В этот раз мне удается разглядеть игроков получше. Это строгие люди во фраках и смокингах, все в одинаковых темных массивных очках, которые я в прошлый раз принял за маски. Но как можно было ошибиться? А где еще я так много видел в жизни людей в темных очках в прохладный вечер сентября? А в масках видел: в оперетте, в детстве, и очень смеялся, помню, там что-то было про собаку, про Альму: так звали любовницу, о которой проговорился опереточный неверный муж и сказал, что Альма – это его собака. Да, определенно, Альма? Которая сдохла Гектором. Какое странное имя. Все эти Альбины, Альмы, альма-матер, альбиносы… вот эта «аль» внушает тревогу… Так всегда со словами, слогами, буквами – никогда не знаешь, чего от них ждать. Мне с детства казалось, что буквы, слоги – это такие таблетки, если их положить под язык, они тебя изменят, они вселятся в тебя и сделают тобой свое дело. А кто хочет превратиться в букву?

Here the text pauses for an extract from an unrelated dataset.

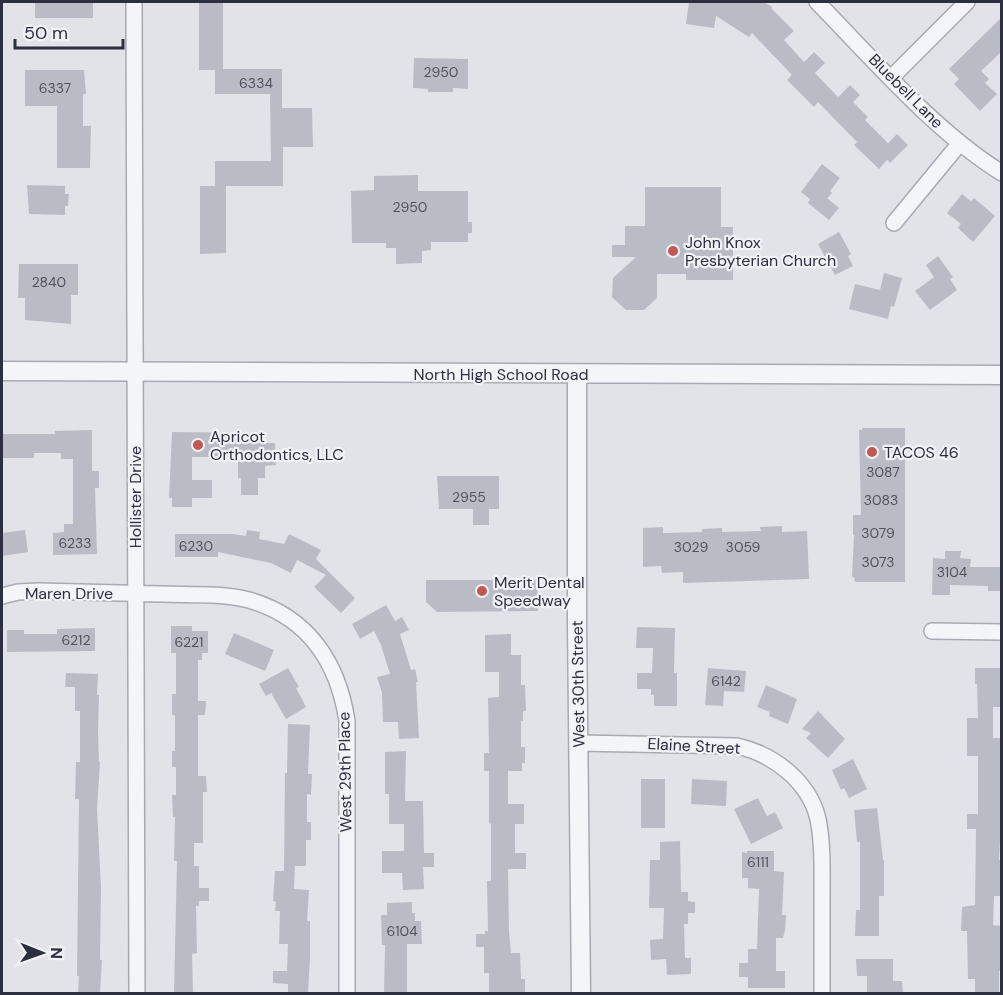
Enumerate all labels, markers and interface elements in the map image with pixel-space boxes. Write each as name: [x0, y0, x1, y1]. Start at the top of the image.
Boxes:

Кому понравится идти по улице и вдруг осознать, что он, скажем, «А». И хорошо, если прописная… Но сейчас было б хорошо превратиться в букву. В букву «Я». Вот это и воображаю. Буквой сейчас быть менее страшно, чем колодой. У колоды страха хоть отбавляй. Его у меня столько, что я уже ничего не чувствую. Вот и руки замерзли, пальцы не гнутся. Издали я видел, как дядьки принимали очки с подноса, которым обносили вокруг подиума, уже пылающего шеренгой прожекторов. Мне тоже предложили нацепить их, но я не захотел и теперь за стеной света ничего не вижу. Оно и к лучшему. Смерти полагается много света. Как там говорится, на миру и смерть красна?

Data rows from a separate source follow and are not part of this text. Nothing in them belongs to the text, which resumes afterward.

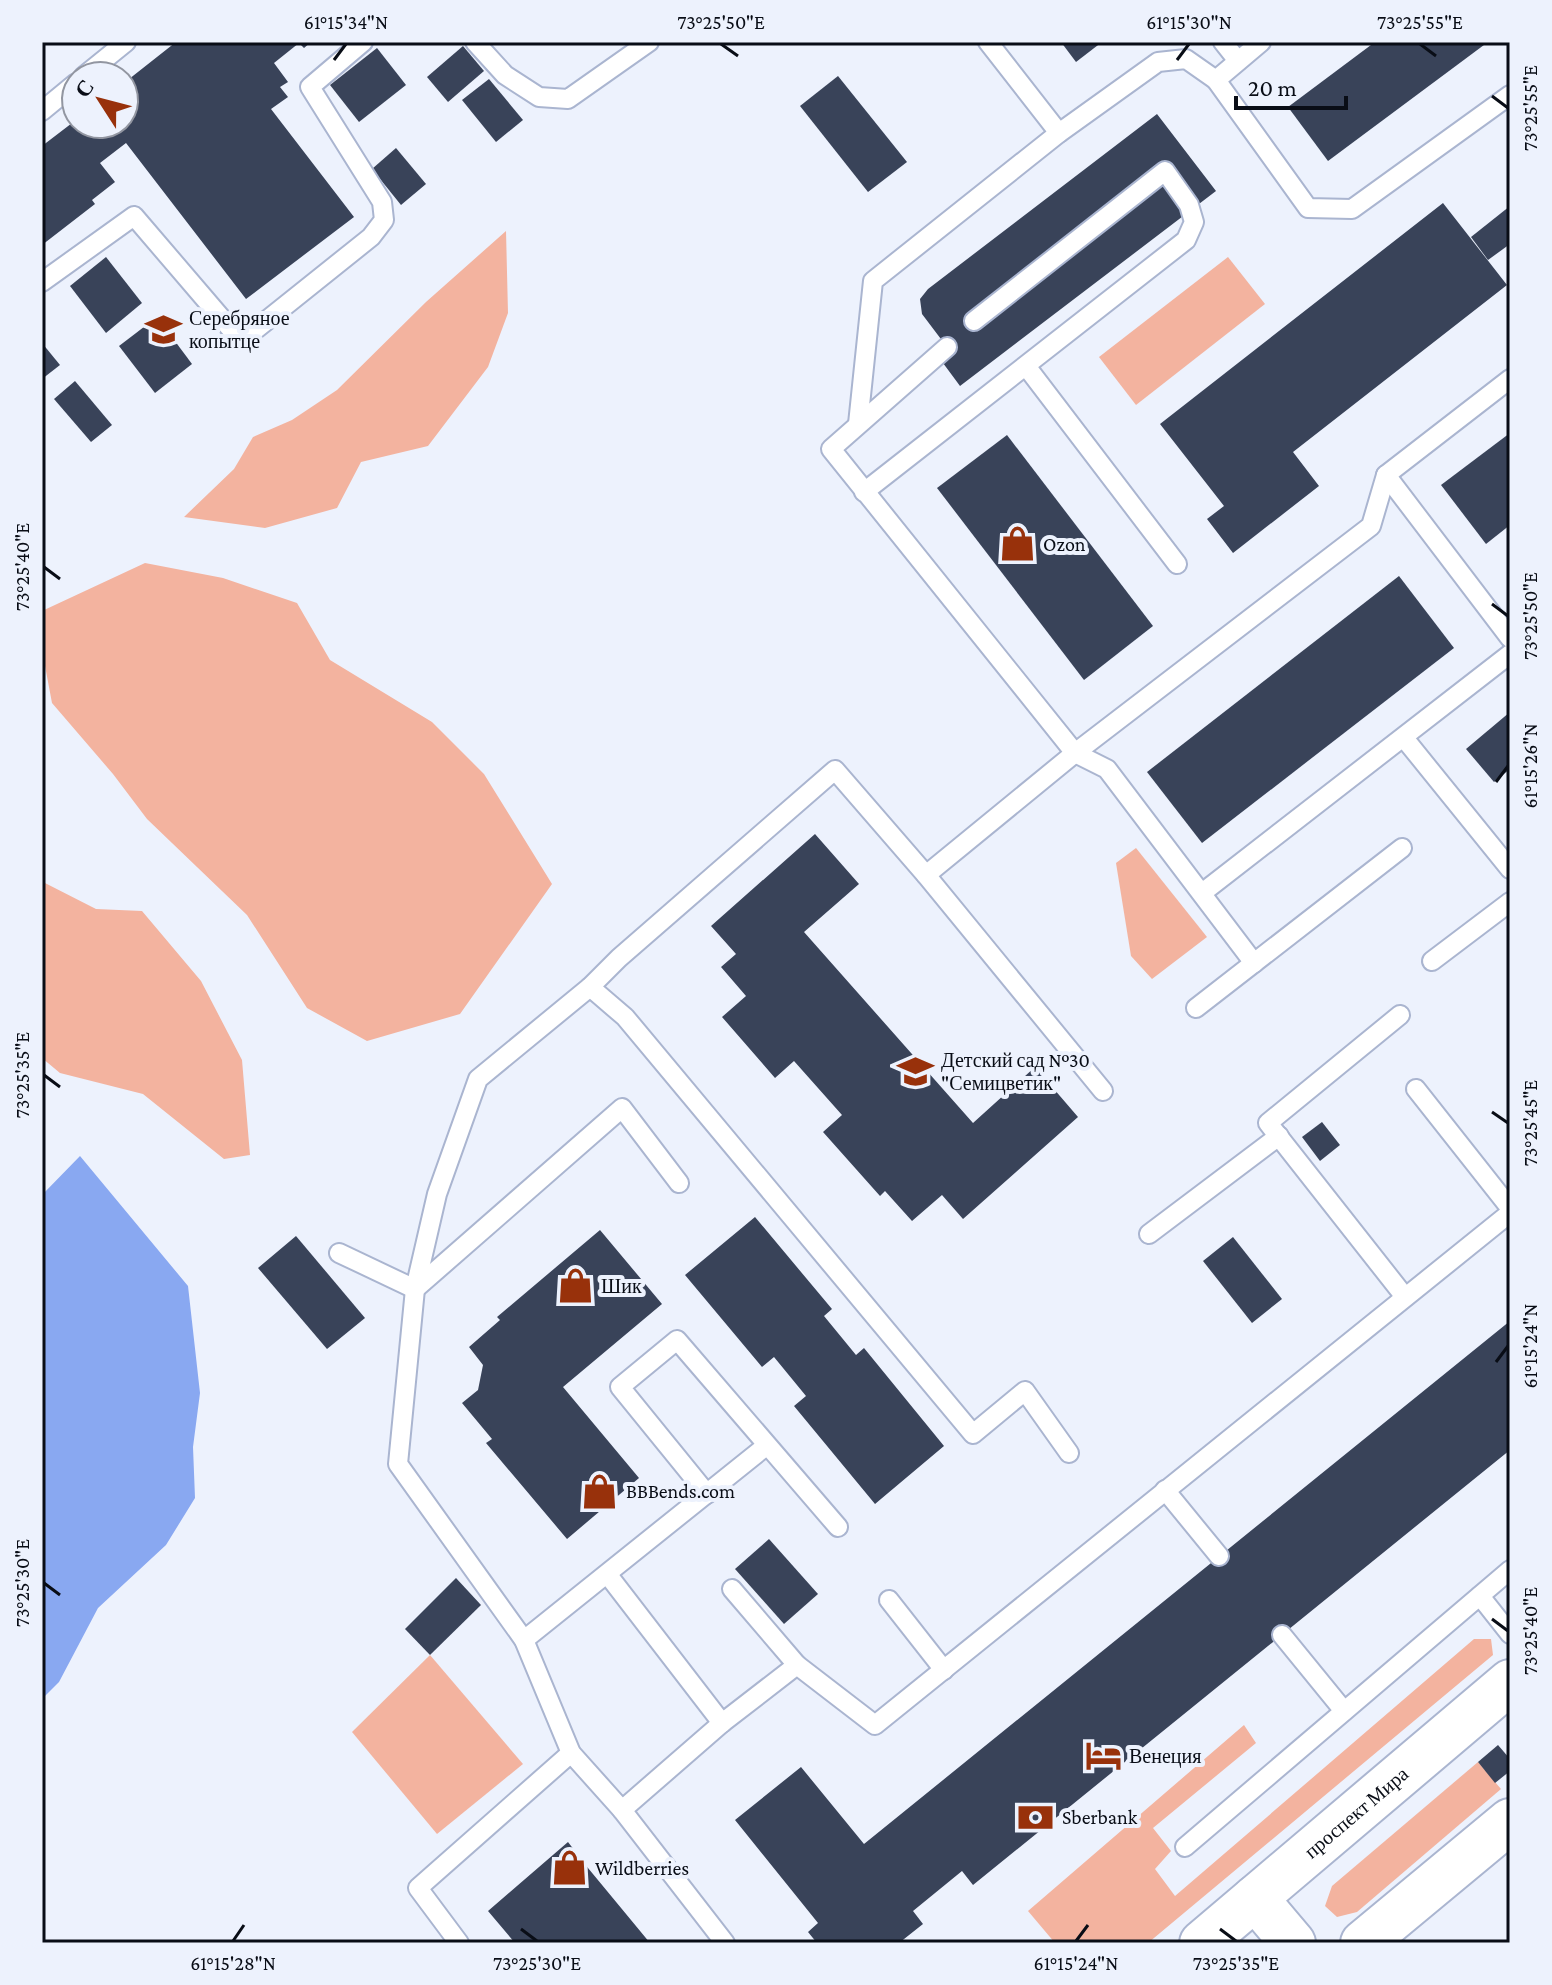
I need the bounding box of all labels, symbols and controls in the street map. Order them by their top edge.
text: 61°15'34"N [304,11,388,33]
text: 73°25'50"E [677,11,765,33]
text: 61°15'30"N [1146,11,1232,33]
text: 73°25'55"E [1377,11,1463,33]
north arrow [60,60,140,140]
scale bar [1236,60,1346,110]
text: 73°25'55"E [1519,65,1541,151]
text: 20 m [1248,74,1297,101]
text: С [69,75,99,102]
place label: Серебряное копытце [189,307,290,353]
school or university icon: Серебряное копытце [144,311,182,349]
text: 73°25'40"E [11,523,33,611]
shop icon: Ozon [998,525,1036,563]
place label: Ozon [1043,533,1086,555]
text: 73°25'50"E [1519,572,1541,660]
text: 61°15'26"N [1519,723,1541,809]
text: 73°25'35"E [11,1032,33,1118]
place label: Детский сад №30 "Семицветик" [941,1049,1090,1095]
school or university icon: Детский сад №30 "Семицветик" [896,1053,934,1091]
text: 73°25'45"E [1519,1080,1541,1166]
shop icon: Шик [556,1267,594,1305]
place label: Шик [601,1275,642,1297]
text: 61°15'24"N [1519,1304,1541,1388]
shop icon: BBBends.com [581,1472,619,1510]
place label: BBBends.com [626,1480,735,1502]
text: 73°25'30"E [11,1539,33,1627]
text: 73°25'40"E [1519,1587,1541,1675]
hotel icon: Венеция [1084,1737,1122,1775]
place label: Венеция [1129,1745,1201,1768]
street label: проспект Мира [1300,1762,1413,1863]
bank icon: Sberbank [1017,1798,1055,1836]
place label: Sberbank [1062,1806,1138,1828]
shop icon: Wildberries [550,1849,588,1887]
place label: Wildberries [595,1857,689,1879]
text: 61°15'28"N [190,1952,276,1974]
text: 73°25'30"E [493,1952,581,1974]
text: 61°15'24"N [1034,1952,1118,1974]
text: 73°25'35"E [1193,1952,1279,1974]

Игроки о чем-то переговариваются, они, наверное, и не смотрят на меня и на рыжего, они делают ставки. Баба та под тюлем бесформенно колышется: расплывшаяся, как вареный пельмень, фигура. Живот в обтяжку, но видно, что ее прихорашивали, припудривали, и кружевные перчатки на ней чистенькие, воротник, тоже кружевной, накрахмален. Вся она сокрыта – завесью, вуалью, но проступают оплывшие черты лица. Прикрыв глаза, она раскачивается туда и обратно, выборматывая свои речения. Глобус звонко стучит, когда она случайно пинает его ногой, опрокидывает и бряцает кортиком, нагнувшись поднять.
Поначалу я не мог понять, как ее слушать. Она издавала хор, целую толпу речевых персонажей. То взвизгнет, то застонет, то басом гаркнет, то нормальным голосом скажет. Но составляющая нормальности пугала более всего. Я сначала подумал, что с ней кто-то разговаривает, но ясно стало, что это она сама с собой на разные голоса. Причем в этом собрании не было связи, это была толпа одновременно говорящих единиц. Как только я понял это, мне стало еще страшней, и я окончательно превратился в букву – почувствовал, как костенею, как превращаюсь в этажерку линий, будто от меня, как от того дирижабля, остался только неуничтожимый каркас.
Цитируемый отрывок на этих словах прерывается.